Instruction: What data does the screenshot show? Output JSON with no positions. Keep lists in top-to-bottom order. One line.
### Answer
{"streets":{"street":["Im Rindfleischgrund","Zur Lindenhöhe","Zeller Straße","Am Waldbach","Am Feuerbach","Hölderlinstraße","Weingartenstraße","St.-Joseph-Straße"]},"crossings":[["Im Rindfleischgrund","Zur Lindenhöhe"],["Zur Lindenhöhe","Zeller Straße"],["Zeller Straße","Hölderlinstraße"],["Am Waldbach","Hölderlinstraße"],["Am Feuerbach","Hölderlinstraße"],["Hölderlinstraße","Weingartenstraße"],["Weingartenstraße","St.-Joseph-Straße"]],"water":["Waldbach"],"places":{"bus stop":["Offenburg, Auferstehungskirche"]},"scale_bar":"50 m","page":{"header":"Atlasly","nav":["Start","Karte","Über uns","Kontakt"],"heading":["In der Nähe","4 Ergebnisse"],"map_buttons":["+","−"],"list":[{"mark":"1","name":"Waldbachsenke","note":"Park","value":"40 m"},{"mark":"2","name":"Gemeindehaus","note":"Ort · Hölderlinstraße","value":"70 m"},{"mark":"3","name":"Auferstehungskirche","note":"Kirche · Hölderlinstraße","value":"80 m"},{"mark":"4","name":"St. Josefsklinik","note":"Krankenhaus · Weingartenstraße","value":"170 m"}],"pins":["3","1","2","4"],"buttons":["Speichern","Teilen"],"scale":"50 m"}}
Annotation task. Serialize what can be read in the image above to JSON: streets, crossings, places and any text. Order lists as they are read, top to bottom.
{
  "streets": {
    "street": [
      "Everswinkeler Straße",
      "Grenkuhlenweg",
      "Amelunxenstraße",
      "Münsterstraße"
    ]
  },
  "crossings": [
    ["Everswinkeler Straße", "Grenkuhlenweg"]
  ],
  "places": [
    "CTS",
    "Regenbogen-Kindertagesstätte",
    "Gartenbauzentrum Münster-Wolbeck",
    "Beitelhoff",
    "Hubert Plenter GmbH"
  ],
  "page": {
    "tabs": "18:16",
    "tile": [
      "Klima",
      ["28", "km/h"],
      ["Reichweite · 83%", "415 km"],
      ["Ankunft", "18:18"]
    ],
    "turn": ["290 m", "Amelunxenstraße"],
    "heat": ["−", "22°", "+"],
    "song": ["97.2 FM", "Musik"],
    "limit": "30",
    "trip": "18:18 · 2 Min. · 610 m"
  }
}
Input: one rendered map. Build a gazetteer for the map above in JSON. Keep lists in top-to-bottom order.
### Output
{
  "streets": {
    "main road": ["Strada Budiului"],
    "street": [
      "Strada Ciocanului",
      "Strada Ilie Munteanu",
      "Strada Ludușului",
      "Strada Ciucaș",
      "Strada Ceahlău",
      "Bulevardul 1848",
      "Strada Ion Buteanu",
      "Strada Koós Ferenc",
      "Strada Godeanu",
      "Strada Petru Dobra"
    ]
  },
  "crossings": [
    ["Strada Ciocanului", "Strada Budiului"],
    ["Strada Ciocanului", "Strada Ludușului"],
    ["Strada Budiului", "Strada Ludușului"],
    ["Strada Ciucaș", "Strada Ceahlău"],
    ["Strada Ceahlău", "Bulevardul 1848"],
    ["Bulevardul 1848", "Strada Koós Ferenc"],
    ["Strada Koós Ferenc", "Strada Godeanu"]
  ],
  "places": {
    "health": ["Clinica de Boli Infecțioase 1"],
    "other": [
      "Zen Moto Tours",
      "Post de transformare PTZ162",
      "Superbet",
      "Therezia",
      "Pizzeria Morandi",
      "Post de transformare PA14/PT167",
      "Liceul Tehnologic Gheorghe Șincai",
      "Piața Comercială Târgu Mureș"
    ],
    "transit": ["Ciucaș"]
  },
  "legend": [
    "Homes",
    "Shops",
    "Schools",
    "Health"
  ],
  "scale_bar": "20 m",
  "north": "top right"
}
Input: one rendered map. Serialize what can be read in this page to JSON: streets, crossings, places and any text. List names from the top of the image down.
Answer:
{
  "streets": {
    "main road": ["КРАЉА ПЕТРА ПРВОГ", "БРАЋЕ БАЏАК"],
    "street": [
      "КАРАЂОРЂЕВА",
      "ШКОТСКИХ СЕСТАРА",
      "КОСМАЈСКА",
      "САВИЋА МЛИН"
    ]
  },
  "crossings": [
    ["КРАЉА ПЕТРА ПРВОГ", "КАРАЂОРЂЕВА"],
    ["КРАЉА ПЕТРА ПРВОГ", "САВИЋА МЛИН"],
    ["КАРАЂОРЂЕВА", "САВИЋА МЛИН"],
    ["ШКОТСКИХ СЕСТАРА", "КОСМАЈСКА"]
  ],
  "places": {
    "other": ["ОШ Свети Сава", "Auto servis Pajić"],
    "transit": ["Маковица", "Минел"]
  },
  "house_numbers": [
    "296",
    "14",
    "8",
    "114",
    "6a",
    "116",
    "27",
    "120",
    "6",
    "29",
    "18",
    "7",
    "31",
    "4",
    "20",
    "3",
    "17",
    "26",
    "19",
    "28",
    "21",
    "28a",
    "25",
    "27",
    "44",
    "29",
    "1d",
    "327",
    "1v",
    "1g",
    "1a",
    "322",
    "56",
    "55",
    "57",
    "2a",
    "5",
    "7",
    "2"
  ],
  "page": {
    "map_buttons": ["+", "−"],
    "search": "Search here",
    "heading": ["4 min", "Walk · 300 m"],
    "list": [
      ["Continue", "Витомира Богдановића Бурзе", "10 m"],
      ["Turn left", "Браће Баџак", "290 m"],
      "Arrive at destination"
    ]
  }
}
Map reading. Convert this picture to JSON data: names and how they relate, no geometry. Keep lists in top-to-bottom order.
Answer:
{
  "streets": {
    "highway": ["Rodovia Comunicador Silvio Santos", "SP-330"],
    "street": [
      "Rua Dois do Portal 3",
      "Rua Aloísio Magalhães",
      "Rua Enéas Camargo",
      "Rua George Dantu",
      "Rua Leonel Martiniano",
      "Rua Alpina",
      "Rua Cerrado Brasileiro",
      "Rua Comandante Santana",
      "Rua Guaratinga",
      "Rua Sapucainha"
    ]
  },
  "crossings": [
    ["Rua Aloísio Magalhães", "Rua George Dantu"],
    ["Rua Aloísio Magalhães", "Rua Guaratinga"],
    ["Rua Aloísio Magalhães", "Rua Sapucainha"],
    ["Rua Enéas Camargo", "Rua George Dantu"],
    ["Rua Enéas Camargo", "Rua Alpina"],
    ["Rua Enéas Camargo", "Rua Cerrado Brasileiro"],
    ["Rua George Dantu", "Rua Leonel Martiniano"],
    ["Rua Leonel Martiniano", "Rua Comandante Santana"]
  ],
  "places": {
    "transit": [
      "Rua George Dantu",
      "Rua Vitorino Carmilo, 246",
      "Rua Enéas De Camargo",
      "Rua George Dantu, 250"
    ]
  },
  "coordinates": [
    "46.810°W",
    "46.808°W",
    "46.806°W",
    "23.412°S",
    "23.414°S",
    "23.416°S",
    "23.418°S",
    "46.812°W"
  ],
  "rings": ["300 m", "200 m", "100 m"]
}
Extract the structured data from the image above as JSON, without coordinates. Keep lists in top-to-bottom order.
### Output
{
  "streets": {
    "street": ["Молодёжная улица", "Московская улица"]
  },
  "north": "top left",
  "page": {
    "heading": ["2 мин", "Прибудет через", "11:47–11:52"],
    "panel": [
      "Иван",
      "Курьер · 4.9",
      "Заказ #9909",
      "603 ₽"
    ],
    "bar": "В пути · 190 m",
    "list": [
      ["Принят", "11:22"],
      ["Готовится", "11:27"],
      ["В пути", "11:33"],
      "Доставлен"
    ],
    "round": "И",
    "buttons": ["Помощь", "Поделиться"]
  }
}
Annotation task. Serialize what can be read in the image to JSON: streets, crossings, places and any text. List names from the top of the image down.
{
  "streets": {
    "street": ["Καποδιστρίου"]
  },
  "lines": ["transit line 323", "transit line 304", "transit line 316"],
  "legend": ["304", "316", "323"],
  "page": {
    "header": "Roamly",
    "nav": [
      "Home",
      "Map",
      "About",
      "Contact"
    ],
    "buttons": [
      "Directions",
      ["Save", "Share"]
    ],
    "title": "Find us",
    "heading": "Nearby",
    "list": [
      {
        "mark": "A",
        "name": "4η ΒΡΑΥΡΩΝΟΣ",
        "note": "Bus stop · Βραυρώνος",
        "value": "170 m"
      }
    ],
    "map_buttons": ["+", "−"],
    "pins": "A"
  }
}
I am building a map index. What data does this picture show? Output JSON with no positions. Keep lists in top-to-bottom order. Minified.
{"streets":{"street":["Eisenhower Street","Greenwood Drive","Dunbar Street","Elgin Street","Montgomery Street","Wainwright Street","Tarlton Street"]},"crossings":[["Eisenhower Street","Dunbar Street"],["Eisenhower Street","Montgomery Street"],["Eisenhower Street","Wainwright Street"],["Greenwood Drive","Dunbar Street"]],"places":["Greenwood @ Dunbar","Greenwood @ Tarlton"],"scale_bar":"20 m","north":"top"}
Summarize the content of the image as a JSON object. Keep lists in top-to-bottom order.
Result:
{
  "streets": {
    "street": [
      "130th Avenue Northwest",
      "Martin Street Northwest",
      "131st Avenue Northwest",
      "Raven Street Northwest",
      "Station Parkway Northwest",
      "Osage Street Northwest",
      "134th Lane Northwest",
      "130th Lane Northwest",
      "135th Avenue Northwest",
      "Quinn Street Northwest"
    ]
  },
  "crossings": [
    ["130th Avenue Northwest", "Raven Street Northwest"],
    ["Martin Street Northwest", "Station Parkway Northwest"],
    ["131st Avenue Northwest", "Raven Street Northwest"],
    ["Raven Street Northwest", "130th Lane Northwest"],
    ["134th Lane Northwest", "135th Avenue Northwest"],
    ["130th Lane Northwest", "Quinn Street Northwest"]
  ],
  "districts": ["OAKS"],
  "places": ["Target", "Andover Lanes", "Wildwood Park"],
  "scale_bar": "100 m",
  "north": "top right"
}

____

▶ [Prompt]
Only the lines above starting with the one with "Input: one rendered map. Build" and going through the one with "Input: one rendered map. Serialize" are to be copied, word for word and with both ends kept.

▶ [Task answer]
Input: one rendered map. Build a gazetteer for the map above in JSON. Keep lists in top-to-bottom order.
### Output
{
  "streets": {
    "main road": ["Strada Budiului"],
    "street": [
      "Strada Ciocanului",
      "Strada Ilie Munteanu",
      "Strada Ludușului",
      "Strada Ciucaș",
      "Strada Ceahlău",
      "Bulevardul 1848",
      "Strada Ion Buteanu",
      "Strada Koós Ferenc",
      "Strada Godeanu",
      "Strada Petru Dobra"
    ]
  },
  "crossings": [
    ["Strada Ciocanului", "Strada Budiului"],
    ["Strada Ciocanului", "Strada Ludușului"],
    ["Strada Budiului", "Strada Ludușului"],
    ["Strada Ciucaș", "Strada Ceahlău"],
    ["Strada Ceahlău", "Bulevardul 1848"],
    ["Bulevardul 1848", "Strada Koós Ferenc"],
    ["Strada Koós Ferenc", "Strada Godeanu"]
  ],
  "places": {
    "health": ["Clinica de Boli Infecțioase 1"],
    "other": [
      "Zen Moto Tours",
      "Post de transformare PTZ162",
      "Superbet",
      "Therezia",
      "Pizzeria Morandi",
      "Post de transformare PA14/PT167",
      "Liceul Tehnologic Gheorghe Șincai",
      "Piața Comercială Târgu Mureș"
    ],
    "transit": ["Ciucaș"]
  },
  "legend": [
    "Homes",
    "Shops",
    "Schools",
    "Health"
  ],
  "scale_bar": "20 m",
  "north": "top right"
}
Input: one rendered map. Serialize what can be read in this page to JSON: streets, crossings, places and any text. List names from the top of the image down.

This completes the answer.